Students came to the first class having read the first six chapters of The Female Review. I began with some brief introductory information about Deborah Sampson and her motivations for commissioning the narrative. The purpose of the brief biography was to make clear the difference between Sampson and Herman Mann’s presentation of her. I then introduced the concept of collaborative authorship and the tensions that develop in such texts. In order to illustrate these tensions in The Female Review, our discussion focused mostly on Mann’s portrayal of Sampson. Students were quick to point out, first, that Sampson’s patriotism was continually emphasized. Additionally, students noted that Sampson seemed like a “female Ben Franklin” and identified numerous similarities between the two, especially regarding their intellect and outsider status. I explained that the difference between Sampson and Franklin is that, because Sampson is a woman, she could not leave her caretakers as Franklin left his family. Therefore, Mann continually emphasizes that Sampson had “more desire than opportunity” (27). With this portrayal in mind, students easily pinpointed Sampson’s reasons for cross-dressing, at least according to Mann: her patriotism drove her to join the military and dressing as a man allowed her to leave the domestic sphere. At the end of class, I challenged students, as they finished reading the text, to consider any other possible reasons that Sampson chose to dress as a man.
After a brief review, the second discussion concentrated mainly on the tensions between Mann and Sampson that emerged in the final chapters. Focusing specifically on Sampson’s troubled romantic relationships, I asked students if they noticed places where Mann’s portrayal of Sampson and her rationale for joining the military began to crumble. One student pointed out that although Mann emphatically writes that Sampson did not leave home because she was being pressured to marry, the timing was suspect. Other students were surprised by the number of times Sampson carried out romantic relationships with women while dressed as a man. Of particular importance was the description of Sampson’s time, following her discharge from the military, living as a man in Massachusetts and carrying out “correspondence with her sister sex” (58). Returning to Sampson’s motivations, I pointed out that this instance of cross-dressing seemed to have little to do with her desiring to leave the domestic sphere and even less to do with her patriotism. I then invited students to theorize other reasons why Sampson might have cross-dressed. Eventually, students began suggesting reasons tied to issues of transgender identity and same-sex desire, issues that Mann would not (or could not) bring himself to write about.
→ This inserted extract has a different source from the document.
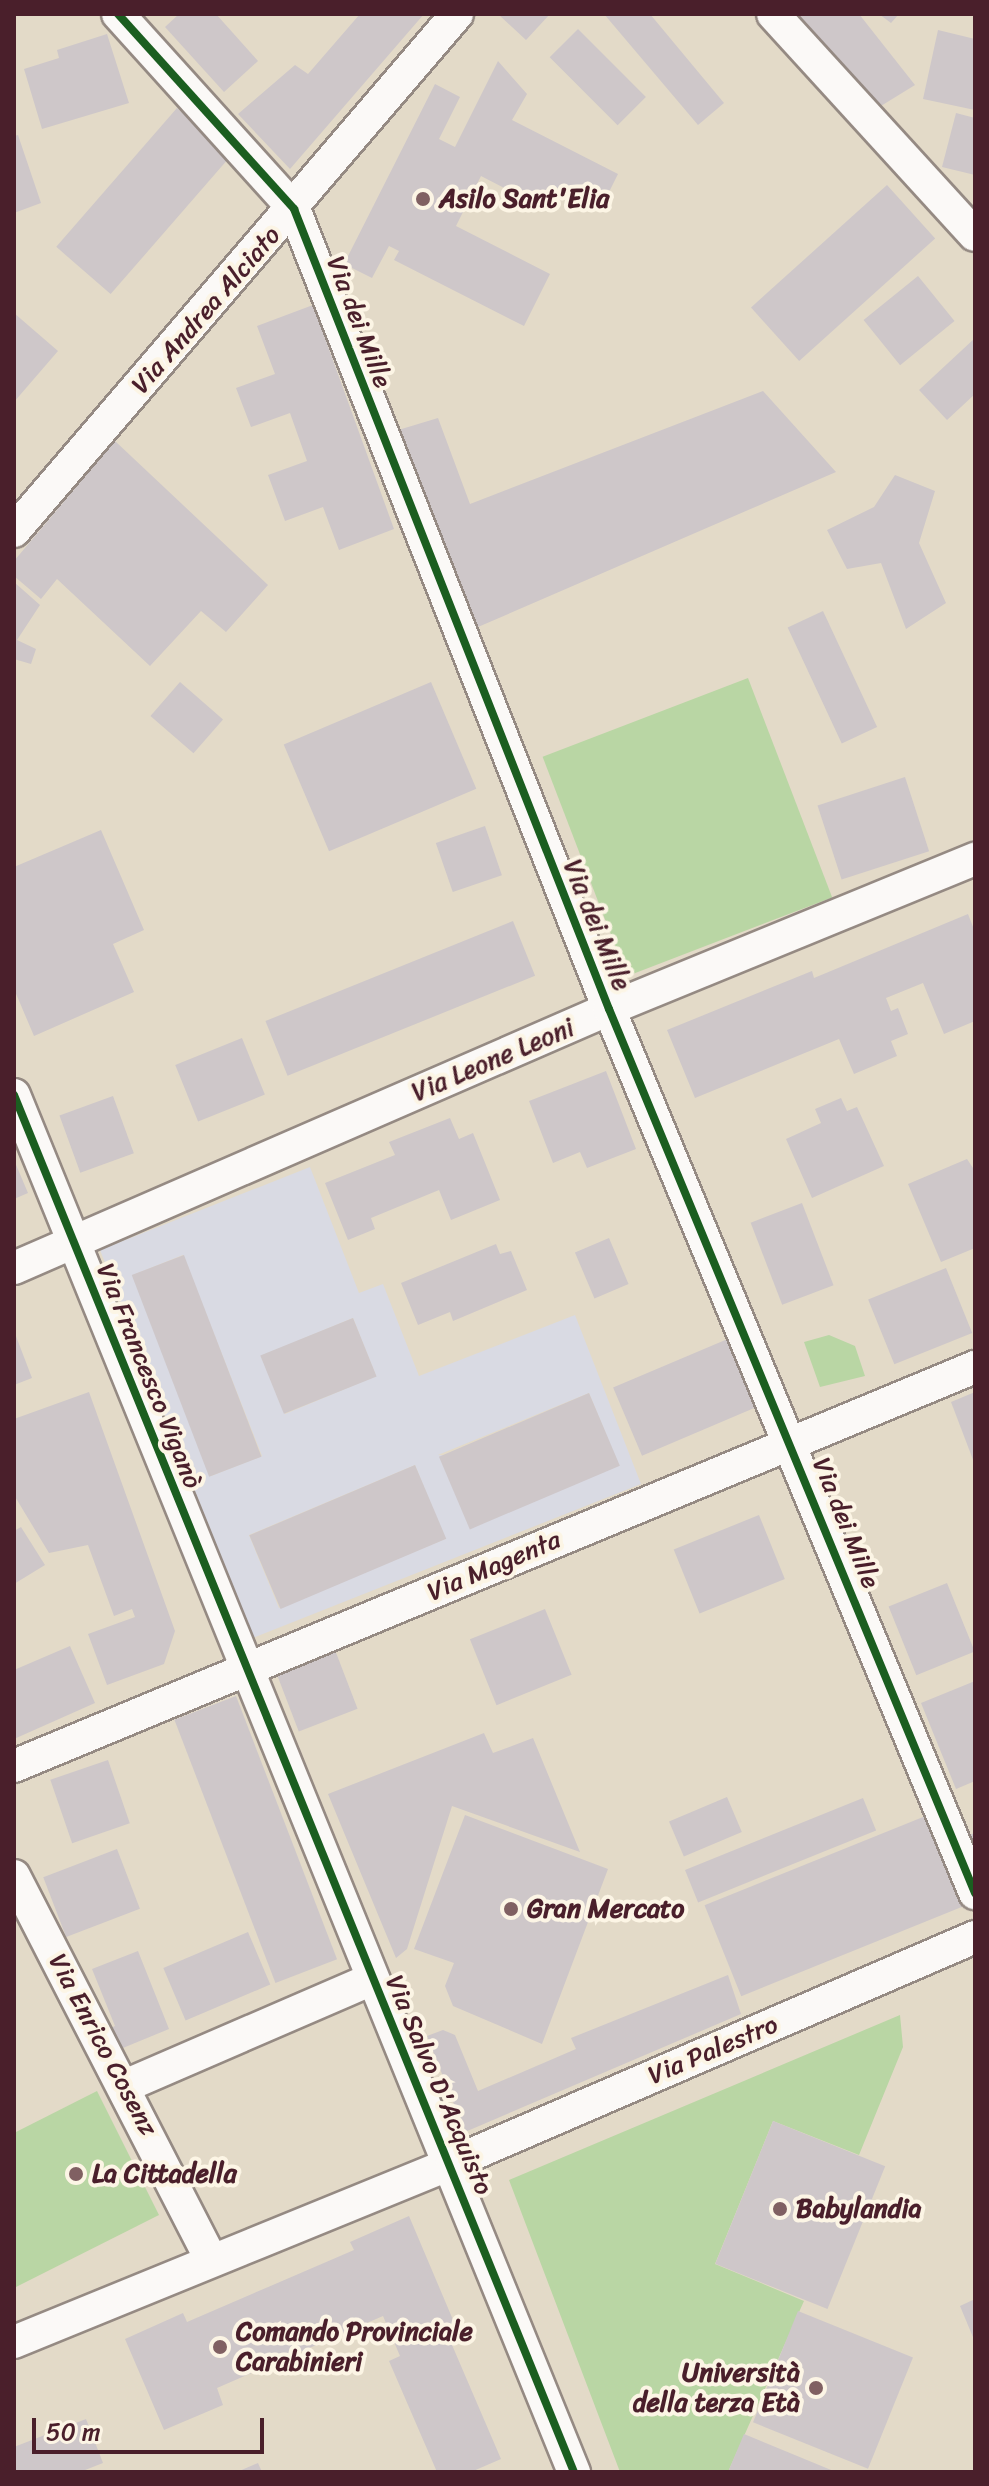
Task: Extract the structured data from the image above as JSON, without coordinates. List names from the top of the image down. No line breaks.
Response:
{"streets":{"street":["Via Andrea Alciato","Via dei Mille","Via Leone Leoni","Via Francesco Viganò","Via Magenta","Via Enrico Cosenz","Via Palestro","Via Salvo D'Acquisto"]},"crossings":[["Via Andrea Alciato","Via dei Mille"],["Via dei Mille","Via Leone Leoni"],["Via dei Mille","Via Magenta"],["Via Leone Leoni","Via Francesco Viganò"],["Via Francesco Viganò","Via Magenta"],["Via Francesco Viganò","Via Salvo D'Acquisto"],["Via Magenta","Via Salvo D'Acquisto"],["Via Enrico Cosenz","Via Palestro"],["Via Palestro","Via Salvo D'Acquisto"]],"places":["Asilo Sant'Elia","Gran Mercato","La Cittadella","Babylandia","Comando Provinciale Carabinieri","Università della terza Età"],"scale_bar":"50 m"}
I concluded by summarizing how the conflict between Mann and Sampson is representative of the tension between many collaboratively authored early American texts. Though Mann attempted to keep Sampson “confined” by subscribing her motivations for cross-dressing to patriotism and a desire to leave the domestic sphere, Sampson’s actions ultimately undercut this portrayal, leaving Mann so frustrated that he concludes by declaring that her actions are “to me an enigma” (59). I challenged students to read other collaboratively authored texts—especially the slave, captivity, and Native American narratives we would soon consider—in the same manner, as a contact zone between people with different identities and motivations.
In sum, The Female Review is a challenging text, both in language and in subject matter, but it has the potential to be a particularly generative and rewarding addition to an early American literature survey course. It is a natural companion to Franklin’s Autobiography and a helpful way to introduce issues of gender and sexuality in early America. Additionally, I found it to be an especially effective introduction to the concept of collaborative authorship, knowledge of which was particularly helpful in future discussions of other collaboratively written texts.